Monday, December 8, 2008

The Gaslight Anthem, "The '59 Sound" (#21)

"The '59 Sound"
(Brian Fallon/Benny Horowitz/Alex Levine/Alex Rosamilla)
The Gaslight Anthem
The '59 Sound


Mostly I'm just angry this song didn't exist back when I needed it in the summer of 2002. I had it bad for this girl I was never going to get (and didn't really want in the grand scheme of things), and I was working the night shift at a hotel in Commerce, Georgia, a job from which I would drive back, 45 minutes, at 3 a.m. I've felt more alone than those nights only once, and that time it wasn't romantic or wistful, only scary. But that summer was a beautiful loneliness, a loneliness made of a strange sort of possibility.

I had just started listening to Bruce Springsteen, even if the only record I had was 1998's Greatest Hits, a strange compilation of hits and also-rans that I nevertheless must have listened to 800 times on those back roads, and I'm sure that I thought of that girl every single time I sang "Thunder Road" at the top of my lungs just to stay awake, chain-smoking Turkish Golds and mainlining coffee. Then I'd sit up for three or four hours in my dump of an apartment, unable to sleep for the heat.

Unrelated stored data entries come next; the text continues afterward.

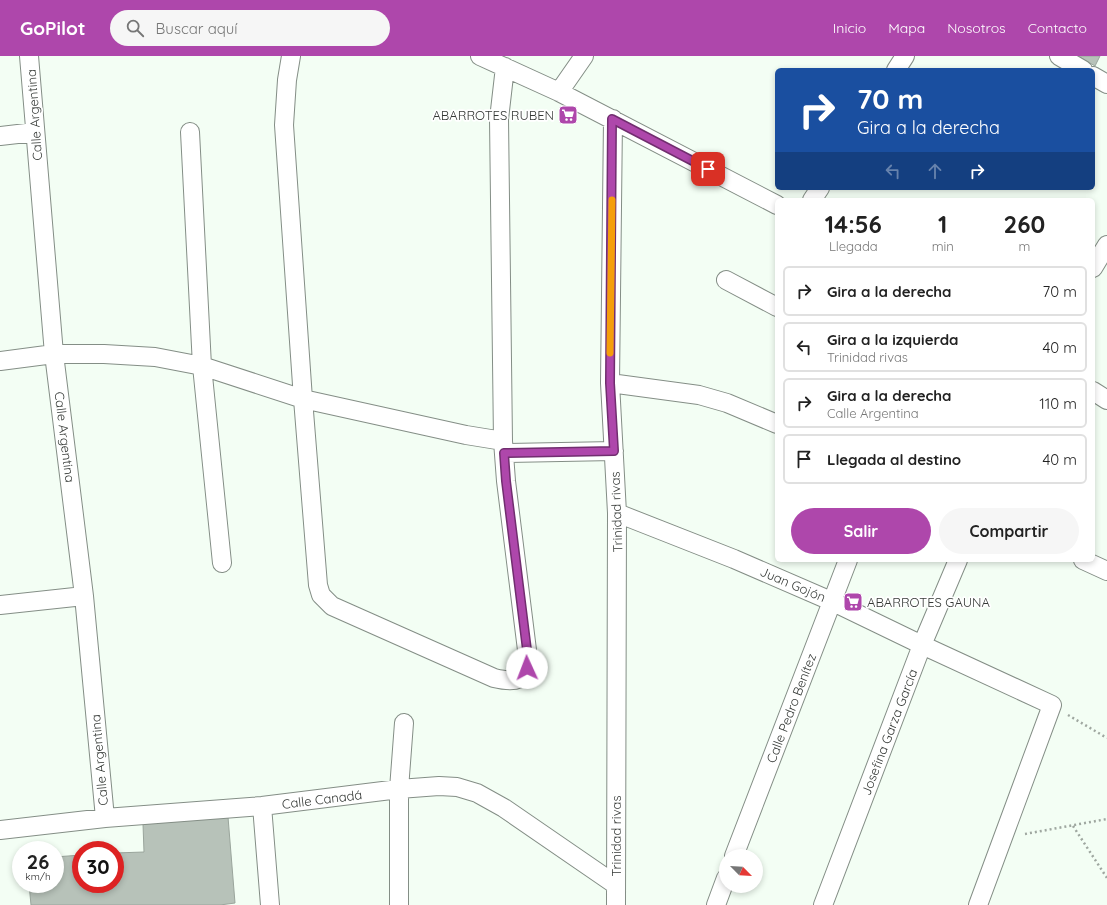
<!DOCTYPE html>
<html lang="es">
<head>
<meta charset="utf-8">
<style>
  body { margin:0; font-family:Quicksand,sans-serif; background:#f6f6f6; color:#222; height:100vh; display:flex; flex-direction:column; font-size:15px; white-space:nowrap }
  * { box-sizing:border-box; margin:0 }
  p { font-size:13px; color:#767676 }
  .icon { flex:none; width:22px; height:22px; fill:none; stroke:currentColor; stroke-width:2; stroke-linecap:round; stroke-linejoin:round }
  .map { position:relative; flex:1; overflow:hidden }
  .drawer { position:absolute; left:775px; top:142px; width:320px; height:364px; display:flex; flex-direction:column; background:#fff; border-radius:6px; box-shadow:0 2px 6px #0003 }
  .drawer>* { flex:none }
  .banner { position:absolute; left:775px; top:12px; width:320px; height:122px; border-radius:6px; box-shadow:0 2px 6px #0003; background:#1a4fa0; color:#fff; overflow:hidden }
  .needle { width:26px; rotate:114deg }
  .fabs { position:absolute; left:719px; top:793px; display:grid; gap:8px }
  .fabs a { display:grid; place-items:center; width:44px; height:44px; border-radius:50%; background:#fff; box-shadow:0 2px 6px #0003; font-size:20px }
  .speed { position:absolute; left:12px; top:785px; display:flex; gap:8px; font-size:20px; font-weight:700; text-align:center }
  .speed>* { display:grid; place-content:center; width:52px; height:52px; border-radius:50%; background:#fff; box-shadow:0 2px 6px #0003; line-height:1 }
  .speed small { font-size:10px; font-weight:400 }
  .speed .limit { border:6px solid #d22; background:#fff; color:#111 }
  .pin { position:absolute; display:grid; place-items:center; width:34px; height:34px; color:#fff; margin:-17px; border-radius:8px; box-shadow:0 2px 6px #0006 }
  .me { position:absolute; width:44px; margin:-22px; rotate:358deg; stroke-linejoin:round; filter:drop-shadow(0 0 3px #0008) }
  .turn { display:flex; align-items:center; gap:14px; height:84px; padding:0 16px; font-size:18px }
  .turn .icon { width:52px; height:52px; stroke-width:2.5 }
  .turn b { display:block; font-size:28px; line-height:34px }
  .lanes { display:flex; align-items:center; height:38px; padding:0 16px; background:#0003; justify-content:center; gap:20px; direction:ltr }
  .lanes .off { opacity:.35 }
  .eta { display:flex; justify-content:space-evenly; align-items:center; height:68px; text-align:center }
  .eta b { font-size:24px; font-weight:700; line-height:28px }
  .primary-button { display:flex; gap:8px; margin-top:auto; padding:8px 16px }
  .primary-button a { flex:1; height:46px; border-radius:24px; background:#ae47ab; color:#fff; font-size:16px; font-weight:700; line-height:46px; text-align:center }
  .primary-button a+a { background:#f6f6f6; color:#222 }
  ul { padding:0; list-style:none }
  li { display:flex; align-items:center; gap:12px; height:50px; margin:0 8px 6px; padding:0 8px; border:2px solid #e0e0e0; border-radius:6px }
  li div { flex:1 }
  li b { display:block; font-size:15px }
  li em { font-style:normal }
  header { display:flex; align-items:center; gap:24px; box-sizing:border-box; height:56px; padding:0 20px; background:#ae47ab; color:#fff }
  header strong { font-size:19px }
  nav { display:flex; gap:22px; margin-inline-start:auto; font-size:14px }
  .search { width:280px; height:36px; background:#f6f6f6; display:flex; align-items:center; gap:10px; box-sizing:border-box; padding:0 14px; border-radius:22px; color:#767676; font-size:15px }
  .map>svg:first-child { display:block }
  .building { fill:#b7c2b9; stroke:#9aa59c }
  .lines { fill:none; stroke-linecap:round; stroke-linejoin:round }
  .minor-casing { stroke:#848e86; stroke-width:20 }
  .path { stroke:#9fa7a0; stroke-width:2.5; stroke-dasharray:2 3; stroke-linecap:butt }
  .minor { stroke:#fff; stroke-width:18 }
  .route-casing { stroke:#712e6f; stroke-width:10 }
  .route { stroke:#ae47ab; stroke-width:7 }
  .slow { stroke:#f59e0b; stroke-width:7 }
  .labels { text-anchor:middle; dominant-baseline:central; stroke-width:3.5; stroke-linejoin:round; paint-order:stroke }
  .street-label { font-size:13px; fill:#353936; stroke:#fff }
  .poi-label { font-size:13px; fill:#353936; stroke:#fff; text-anchor:end }
</style>
</head>
<body>
<header>
<strong>GoPilot</strong>
<div class="search"><svg class="icon" aria-label="search" viewBox="0 0 24 24"><circle cx="10" cy="10" r="6"/><path d="M15 15l6 6"/></svg>Buscar aquí</div>
<nav><a>Inicio</a><a>Mapa</a><a>Nosotros</a><a>Contacto</a></nav>
</header>
<div class="map">
<svg width="1107" height="849" viewBox="0 0 1107 849">
  <rect width="100%" height="100%" fill="#f3fef4"/>
  <path class="building" d="M 1078,0 L 1100,0 L 1095,10 Z
    M 228,761 L 235,847 L 220,849 L 31,849 L 29,828 L 55,828 L 55,801 L 81,799 L 81,828 L 115,828 L 115,797 L 144,796 L 143,768 Z"/>
  <g class="lines">
    <g class="minor-casing">
      <path id="minor" d="M 29,0 L 54,298 L 84,540 L 105,762
        M 291,0 L 287,24 L 284,69 L 303,343 L 318,529 L 321,539 L 332,550 L 494,622 C 515,627 527,626 528,602 L 506,425 L 503,385 L 499,63 L 505,11
        M 480,0 L 559,36 L 777,149
        M 1059,0 L 1083,14
        M 896,14 L 905,0
        M 1093,20 L 1107,28
        M 559,36 L 584,0
        M 613,63 L 610,327 L 617,457 L 616,849
        M 190,76 L 202,310 L 222,507
        M 0,80 L 35,76
        M 812,144 L 820,132
        M 1093,212 L 1107,189
        M 726,224 L 777,251
        M 0,305 L 54,298 L 104,298 L 155,301 L 202,310 L 303,343 L 466,379 L 503,385
        M 610,327 L 699,339 L 727,347 L 777,368
        M 1093,335 L 1107,344
        M 504,397 L 614,395
        M 617,457 L 734,503 L 831,545 L 922,589 L 1052,649 L 978,849
        M 1083,504 L 1107,515
        M 0,549 L 84,540
        M 262,750 L 270,849
        M 0,774 L 105,762 L 262,750 L 399,733 L 439,730 L 457,731 L 477,737 L 504,752 L 616,829
        M 734,800 L 848,504
        M 399,849 L 399,733 L 404,667
        M 716,849 L 726,822
        M 823,849 L 922,589 L 958,504"/>
    </g>
    <path class="path" d="M 1068,659 L 1107,682
      M 1073,770 L 1107,822
      M 1025,778 L 1107,763"/>
    <use href="#minor" class="minor"/>
  </g>
  <g class="lines">
    <g class="route-casing">
      <path id="route" d="M 527,612 L 528,602 L 506,425 L 504,397 L 614,395 L 610,327 L 612,63 L 708,113"/>
    </g>
    <use href="#route" class="route"/>
    <path class="slow" d="M 610,297 L 612,144"/>
  </g>
  <defs>
    <g id="supermarket-square" transform="scale(1)"><rect x="-9" y="-9" width="18" height="18" rx="4" fill="#ae47ab" stroke="#fff"/><path d="M-6-5.5h2.5l.6 2H6L4.5 2H-2.5L-4.4-4H-6ZM-1.5 3.2a1.3 1.3 0 1 0 .1 0ZM3 3.2a1.3 1.3 0 1 0 .1 0Z" fill="#fff"/></g>
  </defs>
  <g fill-rule="evenodd">
    <use href="#supermarket-square" x="568" y="59"/>
    <use href="#supermarket-square" x="853" y="546"/>
  </g>
  <g class="labels">
    <g class="street-label">
      <text transform="translate(34 59) rotate(-94)">Calle Argentina</text>
      <text transform="translate(65 381) rotate(83)">Calle Argentina</text>
      <text transform="translate(616 456) rotate(-92)">Trinidad rivas</text>
      <text transform="translate(793 528) rotate(23)">Juan Gojón</text>
      <text transform="translate(791 652) rotate(-69)">Calle Pedro Benítez</text>
      <text transform="translate(889 676) rotate(-69)">Josefina Garza García</text>
      <text transform="translate(99 704) rotate(-95)">Calle Argentina</text>
      <text transform="translate(322 743) rotate(-7)">Calle Canadá</text>
      <text transform="translate(616 780) rotate(-90)">Trinidad rivas</text>
    </g>
    <g class="poi-label">
      <text x="554" y="59">ABARROTES RUBEN</text>
      <text x="867" y="546" text-anchor="start">ABARROTES GAUNA</text>
    </g>
  </g>
</svg>
<div class="fabs">
<a><svg class="needle" viewBox="-14 -14 28 28"><path d="M0-13l5 13h-10z" fill="#e53935"/><path d="M0 13l5-13h-10z" fill="#767676"/></svg></a>
</div>
<div class="speed"><div>26<small>km/h</small></div><div class="limit">30</div></div>
<div class="pin" style="left:708px;top:113px;background:#d93025"><svg class="icon" aria-label="arrive" viewBox="0 0 24 24"><path d="M6 21V4h12l-3 4 3 4H6"/></svg></div>
<svg class="me" style="left:527px;top:612px" viewBox="-20 -20 40 40"><circle r="19" fill="#fff"/><path d="M0-13L10 11 0 6-10 11z" fill="#ae47ab"/></svg>
<div class="banner">
<div class="turn"><svg class="icon" aria-label="right" viewBox="0 0 24 24"><path d="M7 20v-9h11M14 6l5 5-5 5"/></svg><div><b>70 m</b>Gira a la derecha</div></div>
<div class="lanes"><svg class="icon off" aria-label="left" viewBox="0 0 24 24"><path d="M17 20v-9H6M10 6l-5 5 5 5"/></svg><svg class="icon off" aria-label="ahead" viewBox="0 0 24 24"><path d="M12 20V5M6 11l6-6 6 6"/></svg><svg class="icon" aria-label="right" viewBox="0 0 24 24"><path d="M7 20v-9h11M14 6l5 5-5 5"/></svg></div>
</div>
<section class="drawer">
<div class="eta">
<div><b>14:56</b><p>Llegada</p></div>
<div><b>1</b><p>min</p></div>
<div><b>260</b><p>m</p></div>
</div>
<ul>
<li><svg class="icon" aria-label="right" viewBox="0 0 24 24"><path d="M7 20v-9h11M14 6l5 5-5 5"/></svg><div><b>Gira a la derecha</b></div><em>70 m</em></li>
<li><svg class="icon" aria-label="left" viewBox="0 0 24 24"><path d="M17 20v-9H6M10 6l-5 5 5 5"/></svg><div><b>Gira a la izquierda</b><p>Trinidad rivas</p></div><em>40 m</em></li>
<li><svg class="icon" aria-label="right" viewBox="0 0 24 24"><path d="M7 20v-9h11M14 6l5 5-5 5"/></svg><div><b>Gira a la derecha</b><p>Calle Argentina</p></div><em>110 m</em></li>
<li><svg class="icon" aria-label="arrive" viewBox="0 0 24 24"><path d="M6 21V4h12l-3 4 3 4H6"/></svg><div><b>Llegada al destino</b></div><em>40 m</em></li>
</ul>
<div class="primary-button"><a>Salir</a><a>Compartir</a></div>
</section>
</div>
</body>
</html>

"The '59 Sound" has absolutely nothing in common with the actual music coming out of 1959 except that it, like the songs of the era and like Springsteen between the two, is the music of pure possibility, of loneliness so deeply felt and so deeply romanticized that you know it's only a temporary loneliness and so you can drink it deeply and allow it to live inside of you as you live inside of it. I feel nineteen again when I hear this song, and nineteen for me was, believe me, as thirteen was for the rest of you.